§ **PROVIDED MATERIAL**
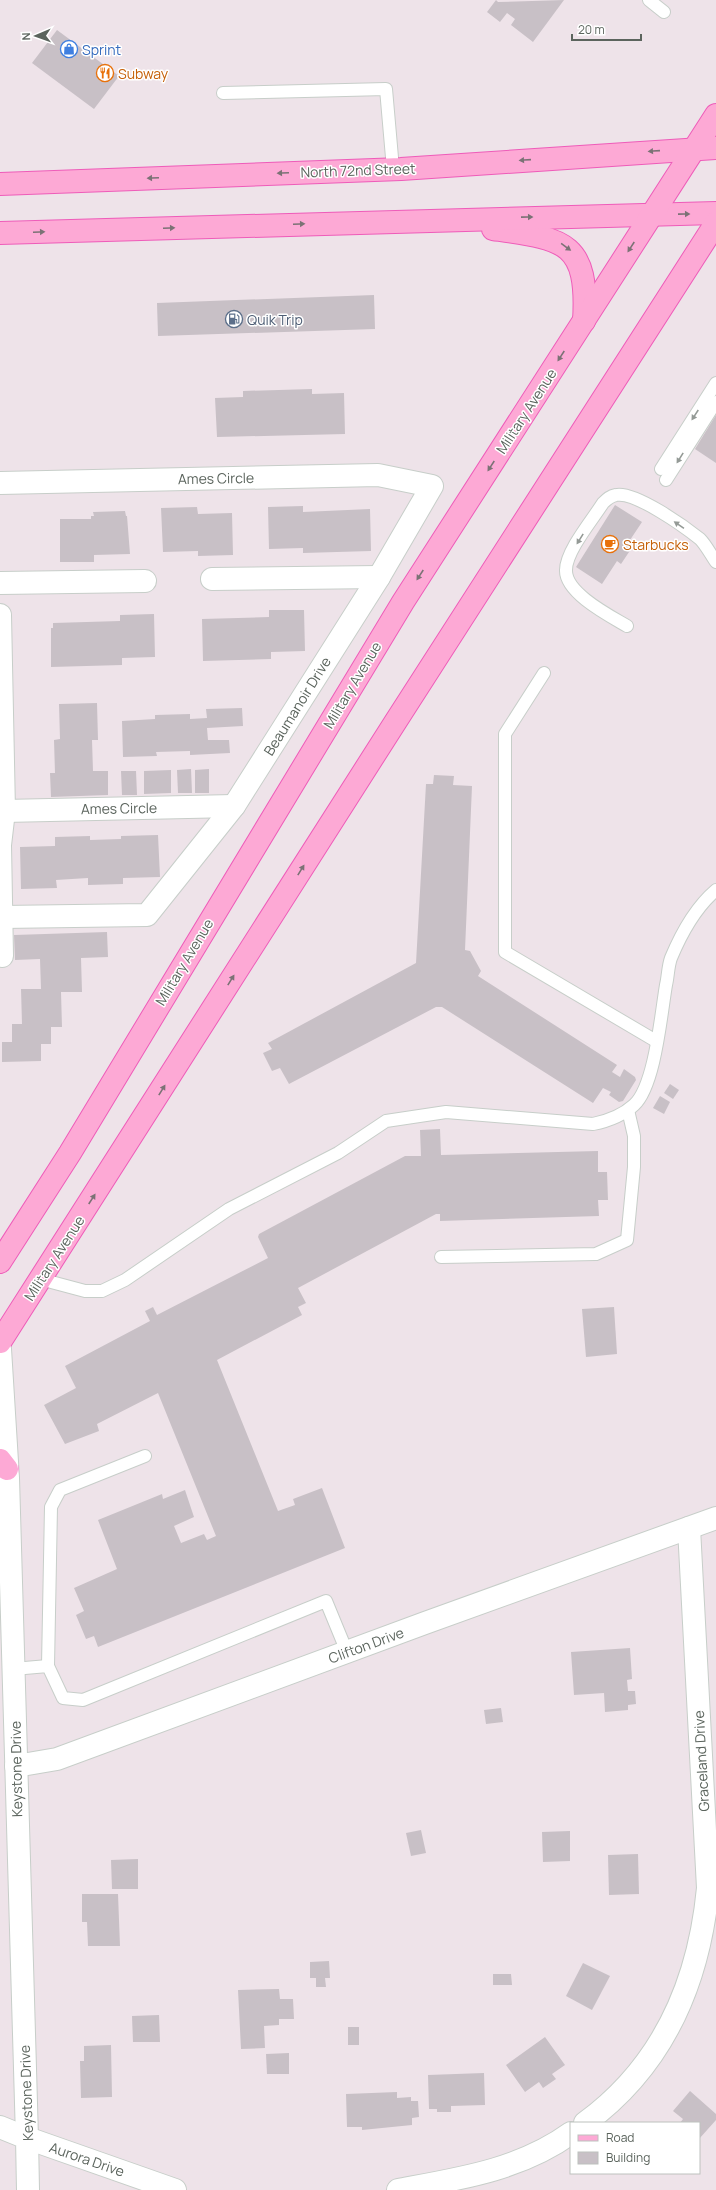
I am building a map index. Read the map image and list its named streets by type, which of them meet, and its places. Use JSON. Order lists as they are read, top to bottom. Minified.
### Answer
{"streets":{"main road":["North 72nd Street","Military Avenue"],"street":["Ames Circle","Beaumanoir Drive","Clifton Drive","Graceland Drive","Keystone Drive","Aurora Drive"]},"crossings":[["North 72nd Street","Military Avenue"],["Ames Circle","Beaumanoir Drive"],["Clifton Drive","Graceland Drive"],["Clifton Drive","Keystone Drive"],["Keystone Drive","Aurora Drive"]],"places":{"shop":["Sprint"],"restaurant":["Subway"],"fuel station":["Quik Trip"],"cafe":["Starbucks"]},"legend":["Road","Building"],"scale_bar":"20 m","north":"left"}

§ **TASK BRIEF**
A faithful copy of all the data above is required, printed exactly and with no pictures.

§ **EXPECTED ANSWER**
I am building a map index. Read the map image and list its named streets by type, which of them meet, and its places. Use JSON. Order lists as they are read, top to bottom. Minified.
### Answer
{"streets":{"main road":["North 72nd Street","Military Avenue"],"street":["Ames Circle","Beaumanoir Drive","Clifton Drive","Graceland Drive","Keystone Drive","Aurora Drive"]},"crossings":[["North 72nd Street","Military Avenue"],["Ames Circle","Beaumanoir Drive"],["Clifton Drive","Graceland Drive"],["Clifton Drive","Keystone Drive"],["Keystone Drive","Aurora Drive"]],"places":{"shop":["Sprint"],"restaurant":["Subway"],"fuel station":["Quik Trip"],"cafe":["Starbucks"]},"legend":["Road","Building"],"scale_bar":"20 m","north":"left"}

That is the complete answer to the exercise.